# 2ww!!



## EmmaK (Aug 6, 2004)

Hi everyone!

Dp and I are on first ivf so this is our first !!

We would love to know whether all these bodily changes are normal! 

My body has changed since e.t. proberley due to cyclogest, i'm windy, (pains like trapped wind!) my boobs have started to get sore (I've never suffered from this before) and i'm scared that my af will arrive any minute!

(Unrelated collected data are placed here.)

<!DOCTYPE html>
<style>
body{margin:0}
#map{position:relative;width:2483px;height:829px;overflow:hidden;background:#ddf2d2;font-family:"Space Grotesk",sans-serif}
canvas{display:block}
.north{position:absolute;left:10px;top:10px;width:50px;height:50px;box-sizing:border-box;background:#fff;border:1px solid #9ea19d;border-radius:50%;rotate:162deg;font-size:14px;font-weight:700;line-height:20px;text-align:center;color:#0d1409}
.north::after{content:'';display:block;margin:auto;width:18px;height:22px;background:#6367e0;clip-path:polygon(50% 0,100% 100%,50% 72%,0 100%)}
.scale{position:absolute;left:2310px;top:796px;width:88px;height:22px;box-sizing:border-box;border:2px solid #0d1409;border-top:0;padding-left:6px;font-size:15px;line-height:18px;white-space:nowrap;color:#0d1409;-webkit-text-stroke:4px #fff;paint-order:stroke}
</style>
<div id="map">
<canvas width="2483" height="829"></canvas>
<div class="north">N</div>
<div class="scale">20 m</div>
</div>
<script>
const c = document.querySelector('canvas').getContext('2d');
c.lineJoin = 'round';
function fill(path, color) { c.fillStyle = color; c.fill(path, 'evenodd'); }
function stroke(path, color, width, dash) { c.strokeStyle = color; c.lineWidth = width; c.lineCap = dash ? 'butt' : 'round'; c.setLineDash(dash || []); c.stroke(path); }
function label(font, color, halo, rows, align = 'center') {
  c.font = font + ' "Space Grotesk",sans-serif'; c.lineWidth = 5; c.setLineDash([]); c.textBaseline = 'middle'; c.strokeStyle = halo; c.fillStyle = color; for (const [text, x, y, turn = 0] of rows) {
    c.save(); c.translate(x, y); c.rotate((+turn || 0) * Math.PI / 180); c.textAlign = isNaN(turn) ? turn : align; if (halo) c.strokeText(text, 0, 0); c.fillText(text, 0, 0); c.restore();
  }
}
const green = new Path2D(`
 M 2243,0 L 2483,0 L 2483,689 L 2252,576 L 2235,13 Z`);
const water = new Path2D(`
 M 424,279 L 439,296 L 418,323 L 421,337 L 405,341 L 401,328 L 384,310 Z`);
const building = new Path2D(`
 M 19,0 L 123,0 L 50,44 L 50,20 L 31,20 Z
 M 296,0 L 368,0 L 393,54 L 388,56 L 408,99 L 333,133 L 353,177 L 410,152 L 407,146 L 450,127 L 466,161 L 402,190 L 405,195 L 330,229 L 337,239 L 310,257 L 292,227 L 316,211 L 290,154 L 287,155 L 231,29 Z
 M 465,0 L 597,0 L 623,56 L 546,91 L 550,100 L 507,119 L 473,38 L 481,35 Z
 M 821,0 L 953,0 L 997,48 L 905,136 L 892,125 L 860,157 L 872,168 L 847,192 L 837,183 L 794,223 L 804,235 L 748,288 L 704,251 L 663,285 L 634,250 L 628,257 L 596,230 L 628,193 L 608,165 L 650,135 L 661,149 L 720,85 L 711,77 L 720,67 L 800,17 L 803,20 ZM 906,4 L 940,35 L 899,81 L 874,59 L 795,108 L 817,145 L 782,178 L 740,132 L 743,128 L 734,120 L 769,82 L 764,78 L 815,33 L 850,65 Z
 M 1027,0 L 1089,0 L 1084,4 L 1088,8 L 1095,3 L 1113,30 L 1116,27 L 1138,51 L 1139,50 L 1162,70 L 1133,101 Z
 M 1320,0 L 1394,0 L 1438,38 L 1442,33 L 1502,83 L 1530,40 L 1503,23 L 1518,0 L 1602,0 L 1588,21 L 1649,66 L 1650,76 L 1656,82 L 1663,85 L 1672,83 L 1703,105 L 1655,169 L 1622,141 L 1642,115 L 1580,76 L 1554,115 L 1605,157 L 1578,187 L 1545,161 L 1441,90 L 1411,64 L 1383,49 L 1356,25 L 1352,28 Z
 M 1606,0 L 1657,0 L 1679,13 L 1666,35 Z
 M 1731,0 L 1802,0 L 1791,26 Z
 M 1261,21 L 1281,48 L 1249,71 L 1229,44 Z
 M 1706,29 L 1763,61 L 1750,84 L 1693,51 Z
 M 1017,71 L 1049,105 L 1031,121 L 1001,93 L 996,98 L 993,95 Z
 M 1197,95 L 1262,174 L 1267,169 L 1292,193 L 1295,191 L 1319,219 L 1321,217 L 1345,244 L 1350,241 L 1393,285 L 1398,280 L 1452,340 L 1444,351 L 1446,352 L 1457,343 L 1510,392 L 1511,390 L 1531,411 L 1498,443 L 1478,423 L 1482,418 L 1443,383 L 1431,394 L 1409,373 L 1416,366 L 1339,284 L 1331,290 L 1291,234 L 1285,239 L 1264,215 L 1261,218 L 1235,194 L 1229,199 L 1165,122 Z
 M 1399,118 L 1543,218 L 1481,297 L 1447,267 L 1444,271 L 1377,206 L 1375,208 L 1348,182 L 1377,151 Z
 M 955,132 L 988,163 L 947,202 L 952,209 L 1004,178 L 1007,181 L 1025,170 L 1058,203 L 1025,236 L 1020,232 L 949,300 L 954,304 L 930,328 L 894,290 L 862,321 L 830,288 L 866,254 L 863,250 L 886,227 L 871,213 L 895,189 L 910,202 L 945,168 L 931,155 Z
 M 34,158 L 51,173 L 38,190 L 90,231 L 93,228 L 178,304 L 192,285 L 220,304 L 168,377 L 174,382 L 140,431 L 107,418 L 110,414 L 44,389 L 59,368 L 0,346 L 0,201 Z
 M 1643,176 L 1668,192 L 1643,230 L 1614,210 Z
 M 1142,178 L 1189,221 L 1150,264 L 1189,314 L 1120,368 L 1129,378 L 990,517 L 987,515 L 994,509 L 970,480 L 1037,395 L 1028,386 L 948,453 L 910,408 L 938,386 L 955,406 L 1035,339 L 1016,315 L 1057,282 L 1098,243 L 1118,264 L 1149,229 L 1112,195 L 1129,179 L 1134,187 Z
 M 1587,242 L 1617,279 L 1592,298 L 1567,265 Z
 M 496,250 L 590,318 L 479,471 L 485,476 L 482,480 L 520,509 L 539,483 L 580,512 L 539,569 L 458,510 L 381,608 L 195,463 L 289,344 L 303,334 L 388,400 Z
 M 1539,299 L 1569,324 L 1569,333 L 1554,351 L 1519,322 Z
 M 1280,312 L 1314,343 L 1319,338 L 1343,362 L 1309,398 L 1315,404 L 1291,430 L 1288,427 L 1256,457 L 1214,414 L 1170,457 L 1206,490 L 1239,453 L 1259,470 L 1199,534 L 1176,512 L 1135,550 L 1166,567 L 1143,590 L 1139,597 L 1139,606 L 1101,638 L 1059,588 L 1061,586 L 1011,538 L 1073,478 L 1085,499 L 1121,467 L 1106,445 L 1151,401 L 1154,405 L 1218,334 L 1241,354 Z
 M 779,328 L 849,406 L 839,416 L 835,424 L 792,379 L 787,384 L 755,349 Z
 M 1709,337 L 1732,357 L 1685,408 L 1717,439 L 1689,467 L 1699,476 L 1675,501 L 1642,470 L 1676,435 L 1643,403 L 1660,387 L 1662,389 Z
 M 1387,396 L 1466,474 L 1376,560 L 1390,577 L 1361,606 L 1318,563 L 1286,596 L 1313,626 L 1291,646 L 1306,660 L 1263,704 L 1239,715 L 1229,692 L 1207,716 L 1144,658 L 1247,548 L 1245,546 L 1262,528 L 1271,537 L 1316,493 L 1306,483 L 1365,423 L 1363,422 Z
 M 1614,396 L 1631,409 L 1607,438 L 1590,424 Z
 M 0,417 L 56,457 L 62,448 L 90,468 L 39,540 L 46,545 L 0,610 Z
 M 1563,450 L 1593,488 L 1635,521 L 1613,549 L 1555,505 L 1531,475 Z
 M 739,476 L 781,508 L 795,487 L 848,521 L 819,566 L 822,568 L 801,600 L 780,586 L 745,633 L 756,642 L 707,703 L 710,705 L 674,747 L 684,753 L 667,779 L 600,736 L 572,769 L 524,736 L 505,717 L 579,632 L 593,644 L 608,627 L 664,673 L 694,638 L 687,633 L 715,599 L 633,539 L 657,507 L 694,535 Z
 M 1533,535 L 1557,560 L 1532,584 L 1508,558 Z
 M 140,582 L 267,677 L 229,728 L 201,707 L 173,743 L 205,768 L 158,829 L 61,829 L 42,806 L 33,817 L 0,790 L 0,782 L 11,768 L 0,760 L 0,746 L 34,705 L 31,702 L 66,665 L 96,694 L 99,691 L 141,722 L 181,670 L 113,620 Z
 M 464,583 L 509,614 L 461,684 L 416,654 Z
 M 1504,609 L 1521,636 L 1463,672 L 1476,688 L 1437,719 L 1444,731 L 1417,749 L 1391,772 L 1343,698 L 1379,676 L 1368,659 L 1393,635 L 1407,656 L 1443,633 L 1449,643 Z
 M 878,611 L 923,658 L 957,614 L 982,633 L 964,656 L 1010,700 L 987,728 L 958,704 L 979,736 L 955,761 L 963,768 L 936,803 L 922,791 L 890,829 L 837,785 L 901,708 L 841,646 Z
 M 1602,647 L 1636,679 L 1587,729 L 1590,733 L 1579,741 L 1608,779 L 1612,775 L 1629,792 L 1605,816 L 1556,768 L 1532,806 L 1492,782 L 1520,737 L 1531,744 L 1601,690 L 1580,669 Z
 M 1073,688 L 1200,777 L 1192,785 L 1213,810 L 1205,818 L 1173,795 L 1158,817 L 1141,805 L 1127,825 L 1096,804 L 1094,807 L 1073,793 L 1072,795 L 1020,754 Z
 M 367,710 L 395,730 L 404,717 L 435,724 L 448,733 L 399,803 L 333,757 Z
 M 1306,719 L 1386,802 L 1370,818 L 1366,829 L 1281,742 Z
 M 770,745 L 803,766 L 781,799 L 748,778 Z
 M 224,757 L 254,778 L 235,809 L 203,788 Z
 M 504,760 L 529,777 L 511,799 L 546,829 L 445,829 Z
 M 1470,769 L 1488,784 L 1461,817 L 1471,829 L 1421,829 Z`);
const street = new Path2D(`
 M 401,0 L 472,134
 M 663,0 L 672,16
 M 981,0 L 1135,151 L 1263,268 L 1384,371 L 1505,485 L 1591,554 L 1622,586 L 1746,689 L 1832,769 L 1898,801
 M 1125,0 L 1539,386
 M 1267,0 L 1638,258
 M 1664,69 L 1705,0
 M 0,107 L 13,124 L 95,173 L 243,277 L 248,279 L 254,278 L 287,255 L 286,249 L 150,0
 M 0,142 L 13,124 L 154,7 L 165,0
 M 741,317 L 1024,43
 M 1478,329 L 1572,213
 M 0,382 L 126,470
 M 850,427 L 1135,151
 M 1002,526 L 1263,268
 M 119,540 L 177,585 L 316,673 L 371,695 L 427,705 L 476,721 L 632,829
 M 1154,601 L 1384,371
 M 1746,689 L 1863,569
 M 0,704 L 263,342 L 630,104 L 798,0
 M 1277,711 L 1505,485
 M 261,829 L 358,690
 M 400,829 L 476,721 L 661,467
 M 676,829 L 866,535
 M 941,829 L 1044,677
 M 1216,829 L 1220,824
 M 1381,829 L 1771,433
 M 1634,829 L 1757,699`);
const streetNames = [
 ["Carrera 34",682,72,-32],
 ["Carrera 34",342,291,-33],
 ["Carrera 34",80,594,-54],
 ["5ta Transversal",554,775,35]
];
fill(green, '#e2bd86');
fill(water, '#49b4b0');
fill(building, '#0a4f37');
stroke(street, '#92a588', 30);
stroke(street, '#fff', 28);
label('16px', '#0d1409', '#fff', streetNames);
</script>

How do you cope or how have you coped? Did you go back to work? Did you take it easy for whole two weeks!

Please post your views so we don't feel totally on our own!!


Thanks and   to you all on your tx!

Love Emmak


----------



## Mish3434 (Dec 14, 2004)

hi EmmaK

Welcome to FF i have found it to be a very useful and informative.  The girls are very helpful and friendly.

Like you i only found this site on my 2 ww, so i went through the treatment alone (as such).  I also thought my period was going to start everyday, i always get sore boobs and then they ease off and af starts this happened in 2ww but no af.  Reading other posts it is seems to be quite common that several different aches and pains happen during 2ww.  I took the first couple of days off work this was mainly because i was still quite sore from the ec.  I haven't been back to the gym yet though.
  
Anyway good luck with the 2ww.  When r u due to test.

Sending you    

Shelley x


----------



## EmmaK (Aug 6, 2004)

Hi Shelley,

Thanks for your reply!

Due to test on the 19th! 

Congratulations on your  

Lots of love

Emmak


----------



## jenbob (Mar 14, 2004)

Hi Emma,

Just popped over here to see how you 2ww girls are doing...I know it is a very very hard time!

Lots of luck to you   I really hope this is your first and last 2ww and that you get that positive!!

I was in hospital for the first 4 days after ET due to susspected OHSS, but was o.k. I thought it was all over for me due to this, but I just took it really easy for the rest of the 2 weeks, just in case! I couldn't believe it when they told me I was expecting twins!! I still can't! There is not alot you can do, but just take care of yourself and do what you feel is right. I didn't work, but that was just my prefference. I also found this site to be really helpfull.

Take it easy and good luck  
Jen xx


----------



## BBBlue (Jan 16, 2005)

hello, i m now on Day12 of 2WW, blood test on Thursday!  Feeling slight aches but since i experienced the same on my last 3 unsuccessful transfers, I am not very optimistic about it.   

My 3rd ET was from a fresh IVF cycle, transferred 1 9-cell and 1 8-cell embies.  I had high hope for that and i was really sad after i was told the result was negative.  On the hindsight, the incidents i remember from my 3rd ET was that i threw up on Day5 of 2WW and on Day7, I suddenly felt depressed, as if I knew my embies did not implant.  Not sure if all these sounds logical...  

This time round, it is a FET.  My frozen 8-cell became 7-cell and 7-cell became 4-cells after thawing.  For those successful cases, can you share what's your embies size when u transferred?  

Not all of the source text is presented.